Escolha de produtos é redefinida pela inteligência artificial

Estudo da EY revela que marcas de consumo enfrentam novos riscos num mercado dominado por recomendações algorítmicas e plataformas digitais

Escolha de produtos é redefinida pela inteligência artificial

A Inteligência Artificial (IA) está a transformar profundamente a forma como os consumidores descobrem e escolhem produtos, obrigando as marcas de bens de consumo a adaptarem os seus modelos comerciais a um ecossistema cada vez mais orientado por algoritmos e plataformas digitais.

A conclusão surge no relatório “The EY State of Consumer Products”, da EY, baseado num inquérito a mais de 850 executivos seniores do setor e entrevistas a mais de 20 líderes globais de empresas de consumo.

Segundo o estudo, as marcas já não competem apenas pela atenção dos consumidores, mas sobretudo por serem selecionadas pelos sistemas de recomendação e motores algorítmicos que dominam as experiências digitais de compra.

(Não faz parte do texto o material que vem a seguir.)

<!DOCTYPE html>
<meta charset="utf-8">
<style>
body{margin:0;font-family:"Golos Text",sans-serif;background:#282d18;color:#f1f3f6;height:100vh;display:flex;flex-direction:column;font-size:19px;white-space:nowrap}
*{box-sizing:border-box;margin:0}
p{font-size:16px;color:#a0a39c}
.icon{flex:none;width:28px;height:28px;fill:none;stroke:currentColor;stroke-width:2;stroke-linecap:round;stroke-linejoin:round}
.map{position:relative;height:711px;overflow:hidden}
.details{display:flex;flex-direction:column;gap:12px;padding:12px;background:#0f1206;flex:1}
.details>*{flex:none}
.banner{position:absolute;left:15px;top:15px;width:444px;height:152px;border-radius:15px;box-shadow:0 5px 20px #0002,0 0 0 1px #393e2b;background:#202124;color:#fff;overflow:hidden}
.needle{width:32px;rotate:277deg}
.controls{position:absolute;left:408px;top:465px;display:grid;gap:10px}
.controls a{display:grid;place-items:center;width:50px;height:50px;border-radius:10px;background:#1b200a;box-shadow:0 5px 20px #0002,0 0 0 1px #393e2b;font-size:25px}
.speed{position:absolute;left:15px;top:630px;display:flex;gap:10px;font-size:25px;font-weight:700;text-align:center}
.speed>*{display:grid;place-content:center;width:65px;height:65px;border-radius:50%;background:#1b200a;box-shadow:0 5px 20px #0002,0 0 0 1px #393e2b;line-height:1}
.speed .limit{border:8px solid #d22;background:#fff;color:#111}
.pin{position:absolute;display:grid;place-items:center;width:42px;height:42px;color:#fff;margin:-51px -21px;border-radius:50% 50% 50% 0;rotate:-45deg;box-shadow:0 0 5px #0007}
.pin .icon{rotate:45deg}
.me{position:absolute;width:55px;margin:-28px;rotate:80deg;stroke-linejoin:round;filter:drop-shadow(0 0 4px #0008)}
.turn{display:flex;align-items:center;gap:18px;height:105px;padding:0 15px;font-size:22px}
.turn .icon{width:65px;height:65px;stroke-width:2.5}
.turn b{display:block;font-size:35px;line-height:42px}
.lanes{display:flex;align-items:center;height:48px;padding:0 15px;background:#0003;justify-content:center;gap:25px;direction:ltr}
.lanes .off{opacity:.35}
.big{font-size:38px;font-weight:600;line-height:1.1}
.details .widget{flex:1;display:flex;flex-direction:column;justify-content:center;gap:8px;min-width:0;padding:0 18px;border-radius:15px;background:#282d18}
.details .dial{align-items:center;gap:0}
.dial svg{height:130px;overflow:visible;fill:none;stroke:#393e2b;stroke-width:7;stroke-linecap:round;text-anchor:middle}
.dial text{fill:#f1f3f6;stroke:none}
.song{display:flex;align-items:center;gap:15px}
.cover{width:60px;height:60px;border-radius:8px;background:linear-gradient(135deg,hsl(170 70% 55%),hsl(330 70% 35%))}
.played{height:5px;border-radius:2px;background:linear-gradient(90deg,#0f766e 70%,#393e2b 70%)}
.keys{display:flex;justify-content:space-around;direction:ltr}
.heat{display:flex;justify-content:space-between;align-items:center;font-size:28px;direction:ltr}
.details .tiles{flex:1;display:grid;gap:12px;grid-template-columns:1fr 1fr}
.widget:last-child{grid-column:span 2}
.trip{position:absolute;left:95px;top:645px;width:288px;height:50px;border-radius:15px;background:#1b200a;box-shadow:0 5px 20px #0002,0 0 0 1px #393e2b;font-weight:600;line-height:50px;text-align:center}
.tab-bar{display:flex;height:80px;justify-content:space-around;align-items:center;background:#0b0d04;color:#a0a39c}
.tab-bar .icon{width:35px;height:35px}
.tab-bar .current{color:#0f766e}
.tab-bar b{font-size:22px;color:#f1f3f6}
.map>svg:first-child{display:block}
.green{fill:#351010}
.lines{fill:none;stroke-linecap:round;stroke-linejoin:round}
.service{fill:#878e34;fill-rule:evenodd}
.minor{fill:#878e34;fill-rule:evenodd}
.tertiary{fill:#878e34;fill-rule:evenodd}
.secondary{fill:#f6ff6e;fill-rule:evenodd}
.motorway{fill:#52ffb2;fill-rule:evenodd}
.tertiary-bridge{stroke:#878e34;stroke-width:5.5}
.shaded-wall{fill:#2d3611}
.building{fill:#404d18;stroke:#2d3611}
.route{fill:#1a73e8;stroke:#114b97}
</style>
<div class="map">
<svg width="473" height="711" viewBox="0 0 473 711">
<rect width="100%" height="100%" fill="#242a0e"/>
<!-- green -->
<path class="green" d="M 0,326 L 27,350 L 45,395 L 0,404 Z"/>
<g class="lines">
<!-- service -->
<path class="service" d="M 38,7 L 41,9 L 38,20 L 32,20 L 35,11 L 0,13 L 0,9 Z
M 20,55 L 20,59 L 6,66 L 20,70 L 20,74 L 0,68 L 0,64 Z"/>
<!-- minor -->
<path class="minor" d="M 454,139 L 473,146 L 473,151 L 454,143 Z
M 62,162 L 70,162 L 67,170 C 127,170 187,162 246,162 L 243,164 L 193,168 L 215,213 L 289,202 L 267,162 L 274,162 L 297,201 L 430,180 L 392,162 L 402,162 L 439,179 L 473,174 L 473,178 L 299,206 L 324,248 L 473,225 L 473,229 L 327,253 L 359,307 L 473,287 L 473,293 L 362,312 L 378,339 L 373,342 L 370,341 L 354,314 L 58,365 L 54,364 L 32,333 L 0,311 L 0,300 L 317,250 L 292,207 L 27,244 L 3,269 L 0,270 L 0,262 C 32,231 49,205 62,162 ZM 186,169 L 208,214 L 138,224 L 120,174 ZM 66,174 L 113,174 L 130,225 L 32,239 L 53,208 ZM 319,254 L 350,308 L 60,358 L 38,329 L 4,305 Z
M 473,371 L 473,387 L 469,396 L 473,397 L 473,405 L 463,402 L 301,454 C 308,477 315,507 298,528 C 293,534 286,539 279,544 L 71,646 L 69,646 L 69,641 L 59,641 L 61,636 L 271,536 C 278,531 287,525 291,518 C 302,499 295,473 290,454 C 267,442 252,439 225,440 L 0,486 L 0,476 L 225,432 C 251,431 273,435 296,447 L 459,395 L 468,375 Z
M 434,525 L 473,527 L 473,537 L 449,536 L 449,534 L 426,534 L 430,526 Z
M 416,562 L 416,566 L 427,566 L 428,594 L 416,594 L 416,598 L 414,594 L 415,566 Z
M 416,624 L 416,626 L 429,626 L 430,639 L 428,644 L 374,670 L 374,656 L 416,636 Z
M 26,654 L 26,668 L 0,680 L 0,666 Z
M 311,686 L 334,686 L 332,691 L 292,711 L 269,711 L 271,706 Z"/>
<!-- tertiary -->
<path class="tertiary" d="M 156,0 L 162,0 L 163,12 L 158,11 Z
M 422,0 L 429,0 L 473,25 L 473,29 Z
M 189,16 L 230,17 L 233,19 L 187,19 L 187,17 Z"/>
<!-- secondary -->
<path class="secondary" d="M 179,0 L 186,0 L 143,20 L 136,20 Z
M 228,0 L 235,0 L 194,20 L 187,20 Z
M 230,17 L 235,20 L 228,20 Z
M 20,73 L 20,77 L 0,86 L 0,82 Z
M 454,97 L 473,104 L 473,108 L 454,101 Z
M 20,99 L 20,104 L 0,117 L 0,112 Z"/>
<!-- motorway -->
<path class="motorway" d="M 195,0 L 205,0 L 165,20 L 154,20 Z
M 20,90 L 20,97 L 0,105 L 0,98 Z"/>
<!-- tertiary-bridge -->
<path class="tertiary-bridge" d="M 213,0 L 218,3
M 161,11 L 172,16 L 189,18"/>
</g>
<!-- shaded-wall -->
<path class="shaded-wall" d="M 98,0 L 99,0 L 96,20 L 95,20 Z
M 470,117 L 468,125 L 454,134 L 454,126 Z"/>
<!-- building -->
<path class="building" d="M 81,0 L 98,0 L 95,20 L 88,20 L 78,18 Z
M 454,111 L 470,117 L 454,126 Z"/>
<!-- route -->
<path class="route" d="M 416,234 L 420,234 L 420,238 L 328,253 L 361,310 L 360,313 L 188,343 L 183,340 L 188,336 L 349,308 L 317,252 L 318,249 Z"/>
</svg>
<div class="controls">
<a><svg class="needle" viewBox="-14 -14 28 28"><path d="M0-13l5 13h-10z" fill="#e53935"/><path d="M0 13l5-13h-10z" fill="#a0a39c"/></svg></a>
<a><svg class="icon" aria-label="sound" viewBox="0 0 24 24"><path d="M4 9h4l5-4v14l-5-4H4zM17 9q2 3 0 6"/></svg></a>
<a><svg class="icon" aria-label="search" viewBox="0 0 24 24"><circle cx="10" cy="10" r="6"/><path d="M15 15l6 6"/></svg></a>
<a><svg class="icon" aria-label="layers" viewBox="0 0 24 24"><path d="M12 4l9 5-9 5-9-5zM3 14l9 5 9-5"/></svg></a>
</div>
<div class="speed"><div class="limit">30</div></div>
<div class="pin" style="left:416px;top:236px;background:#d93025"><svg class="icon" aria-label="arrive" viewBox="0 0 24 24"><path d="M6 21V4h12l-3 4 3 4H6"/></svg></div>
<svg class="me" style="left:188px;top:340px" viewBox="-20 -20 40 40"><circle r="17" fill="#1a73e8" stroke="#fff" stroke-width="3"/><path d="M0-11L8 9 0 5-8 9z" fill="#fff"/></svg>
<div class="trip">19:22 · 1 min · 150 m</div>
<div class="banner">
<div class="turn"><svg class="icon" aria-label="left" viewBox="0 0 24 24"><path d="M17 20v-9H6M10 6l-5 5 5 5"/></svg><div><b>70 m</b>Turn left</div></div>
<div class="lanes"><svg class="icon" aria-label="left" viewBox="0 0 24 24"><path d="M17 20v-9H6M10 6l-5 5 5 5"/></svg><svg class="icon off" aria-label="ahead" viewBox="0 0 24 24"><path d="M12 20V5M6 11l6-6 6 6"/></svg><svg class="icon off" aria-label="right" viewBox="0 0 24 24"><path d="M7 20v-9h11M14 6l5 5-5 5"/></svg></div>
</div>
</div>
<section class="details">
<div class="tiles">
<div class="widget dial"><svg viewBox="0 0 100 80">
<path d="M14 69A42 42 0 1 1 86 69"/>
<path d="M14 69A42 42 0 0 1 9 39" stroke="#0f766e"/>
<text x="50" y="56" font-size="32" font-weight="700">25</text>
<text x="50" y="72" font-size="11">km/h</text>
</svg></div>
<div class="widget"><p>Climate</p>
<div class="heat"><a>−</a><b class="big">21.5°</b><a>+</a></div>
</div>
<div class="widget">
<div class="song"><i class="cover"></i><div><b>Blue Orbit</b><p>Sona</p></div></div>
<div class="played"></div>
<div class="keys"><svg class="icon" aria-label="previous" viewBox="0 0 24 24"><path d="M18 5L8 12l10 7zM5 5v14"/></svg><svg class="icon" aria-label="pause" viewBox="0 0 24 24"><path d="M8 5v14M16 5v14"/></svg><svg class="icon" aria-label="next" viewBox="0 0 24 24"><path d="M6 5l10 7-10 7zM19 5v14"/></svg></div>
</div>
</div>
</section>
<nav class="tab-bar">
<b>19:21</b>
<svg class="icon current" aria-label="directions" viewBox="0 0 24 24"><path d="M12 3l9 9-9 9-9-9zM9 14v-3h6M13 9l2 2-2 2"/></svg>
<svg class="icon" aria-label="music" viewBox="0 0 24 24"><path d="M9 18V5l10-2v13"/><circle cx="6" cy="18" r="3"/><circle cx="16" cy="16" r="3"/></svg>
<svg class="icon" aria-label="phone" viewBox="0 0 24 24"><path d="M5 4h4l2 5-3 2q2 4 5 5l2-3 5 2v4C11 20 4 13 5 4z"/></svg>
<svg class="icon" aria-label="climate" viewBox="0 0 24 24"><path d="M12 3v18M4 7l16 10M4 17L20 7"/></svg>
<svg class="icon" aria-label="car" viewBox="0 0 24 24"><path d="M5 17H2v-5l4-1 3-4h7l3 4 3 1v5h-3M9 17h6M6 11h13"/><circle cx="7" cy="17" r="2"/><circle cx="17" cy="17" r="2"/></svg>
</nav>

Quase metade (47%) dos executivos inquiridos considera que influenciar recomendações algorítmicas será essencial para manter competitividade nos próximos cinco anos. No entanto, apenas 21% acredita que as suas organizações estão atualmente preparadas para responder a esse desafio.

O relatório destaca ainda que 71% dos executivos reconhecem que a disrupção estrutural do mercado torna a transformação rápida uma necessidade crítica, embora muitas organizações continuem a operar com estruturas fragmentadas.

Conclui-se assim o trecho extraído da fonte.